龍也小説

後ろ抱き 龍也編

龍也の部屋に入った瞬間、背後から葵のコートのボタンに手がのびてきた。
龍也によってあっという間に分厚いコートが剥ぎ取られたあと、ついでにマフラーも奪い去られる。

コートの下から出てくる何の飾りもないブレザー。
そこにも龍也の手が伸び、真後ろからあらわれた手が、ひとつずつボタンをひらいていく。
はらりとひらいた葵のブレザーは、袖から一気に剥がれ、あっけなく龍也にうばわれた。

葵はひたすら唖然としたまま。
龍也による、無言の唐突な行動に、葵は抵抗のひとつもできず、されるがままとなる。


うちの学校の制服、重いしかわいくないし、堅苦しくて

と、平静を装いながら葵がぼやこうとすると、龍也の長い腕が、またも背後から葵を支配した。
身体の脇からのびてきた手。
その大きな手が今度はベストに向かう。ぴくりと身をふるわせ、葵の身体に緊張が走った。
3つの大きなボタンが、実に器用に、またたくまにはずされていく。

さきほどとちがって、やや性急な手つき、布が悲鳴を上げるような音をたて、ベストまでもが葵の体から剥ぎ取られた。

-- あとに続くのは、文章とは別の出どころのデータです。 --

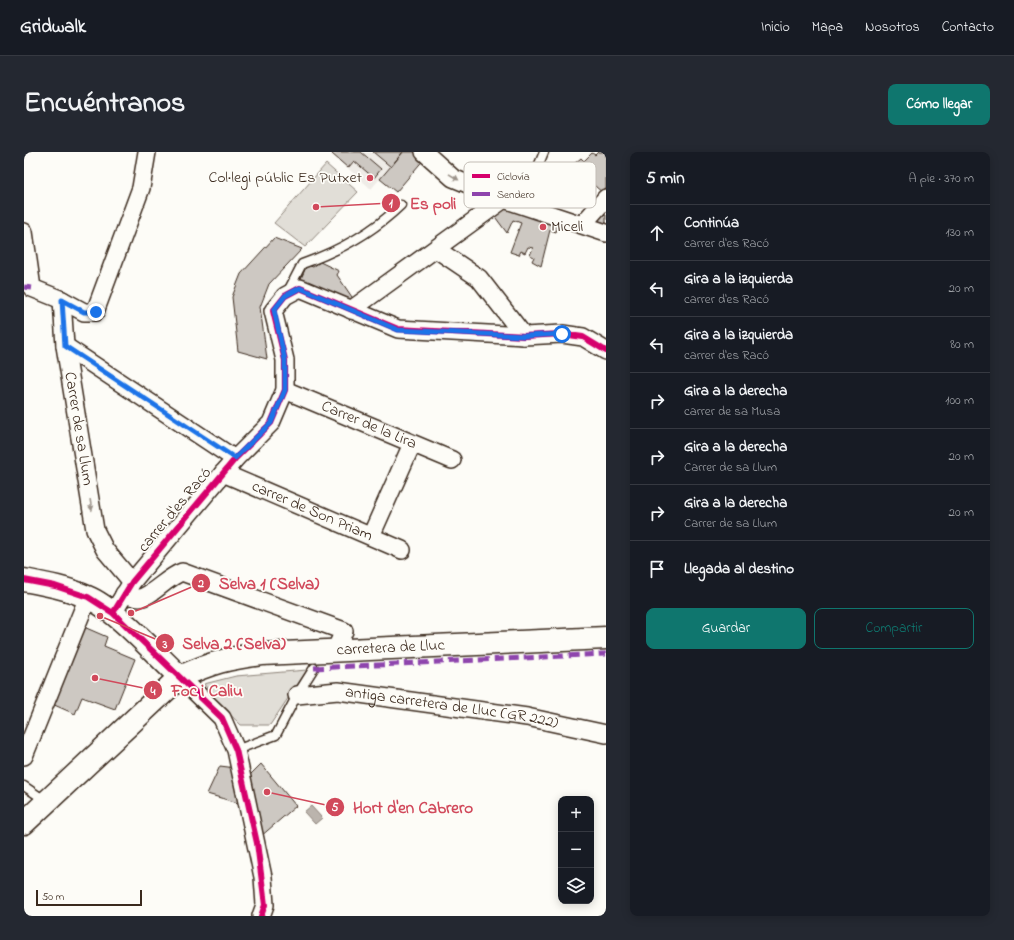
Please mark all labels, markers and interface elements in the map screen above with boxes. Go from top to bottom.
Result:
text: Gridwalk [20,14,86,41]
text: Inicio [761,17,790,38]
text: Mapa [812,17,843,38]
text: Nosotros [865,17,920,38]
text: Contacto [942,17,994,38]
text: Encuéntranos [24,84,185,125]
button: Cómo llegar [888,84,990,125]
legend [464,162,596,208]
place label: Col·legi públic Es Putxet [209,166,363,190]
text: 5 min [646,166,685,191]
text: Ciclovía [497,169,530,185]
text: A pie · 370 m [909,169,974,188]
marker: Col·legi públic Es Putxet [365,173,375,183]
one-way arrow [448,173,459,180]
text: Sendero [497,187,535,203]
callout: Es poli [381,188,464,217]
text: Es poli [410,192,456,217]
text: 1 [389,195,393,213]
text: Continúa [684,212,739,234]
place label: Miceli [551,215,584,239]
marker: Miceli [538,222,548,232]
icon: ahead [646,222,668,244]
text: 130 m [946,223,974,242]
text: carrer d'es Racó [684,234,769,253]
text: Gira a la izquierda [684,268,793,290]
icon: left [646,278,668,300]
text: 20 m [949,279,974,298]
text: carrer d'es Racó [684,290,769,309]
route end [87,303,105,321]
text: Gira a la izquierda [684,324,793,346]
route start [553,325,571,343]
icon: left [646,334,668,356]
text: 80 m [950,335,974,354]
text: carrer d'es Racó [684,346,769,365]
street label: Carrer de sa Llum [57,370,100,487]
text: Gira a la derecha [684,380,787,402]
icon: right [646,390,668,412]
text: 100 m [945,391,974,410]
street label: Carrer de la Lira [317,394,420,456]
text: carrer de sa Musa [684,402,780,421]
text: Gira a la derecha [684,436,787,458]
icon: right [646,446,668,468]
text: 20 m [949,447,974,466]
text: Carrer de sa Llum [684,458,777,477]
street label: carrer d'es Racó [132,462,218,558]
street label: carrer de Son Priam [248,475,376,548]
text: Gira a la derecha [684,492,787,514]
one-way arrow [88,499,94,511]
icon: right [646,502,668,524]
text: 20 m [949,503,974,522]
text: Carrer de sa Llum [684,514,777,533]
icon: arrive [646,558,668,580]
text: Llegada al destino [684,558,794,580]
callout: Selva 1 (Selva) [191,569,327,598]
text: Selva 1 (Selva) [219,572,319,597]
text: 2 [197,575,204,593]
button: Guardar [646,608,806,649]
button: Compartir [814,608,974,649]
callout: Selva 2 (Selva) [155,629,294,658]
text: Selva 2 (Selva) [182,632,286,657]
street label: carretera de Lluc [336,633,446,663]
text: 3 [162,636,168,654]
callout: Foc i Caliu [143,676,250,705]
text: Foc i Caliu [170,679,243,704]
street label: antiga carretera de Lluc (GR 222) [344,680,561,735]
text: 4 [150,683,156,701]
callout: Hort d'en Cabrero [325,792,481,821]
text: Hort d'en Cabrero [353,796,473,821]
map controls [558,796,594,904]
button: + [558,796,594,832]
text: 5 [332,799,339,817]
button: − [558,832,594,868]
button: layers [558,868,594,904]
scale bar [36,888,142,907]
text: 50 m [42,889,64,905]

そこで手は止まり、葵は、真っ白のブラウスとスカートだけになった。
ブラウスの下には、インナーのキャミソールと、当然だけれど下着だけしかない。下は、生脚にハイソックスにスカート。体感温度が一気にかわり、おもわず葵は自分の腕で自分をかき抱く。なんてことはないふりをしていたつもりが、いまや鼓動は駆け足である。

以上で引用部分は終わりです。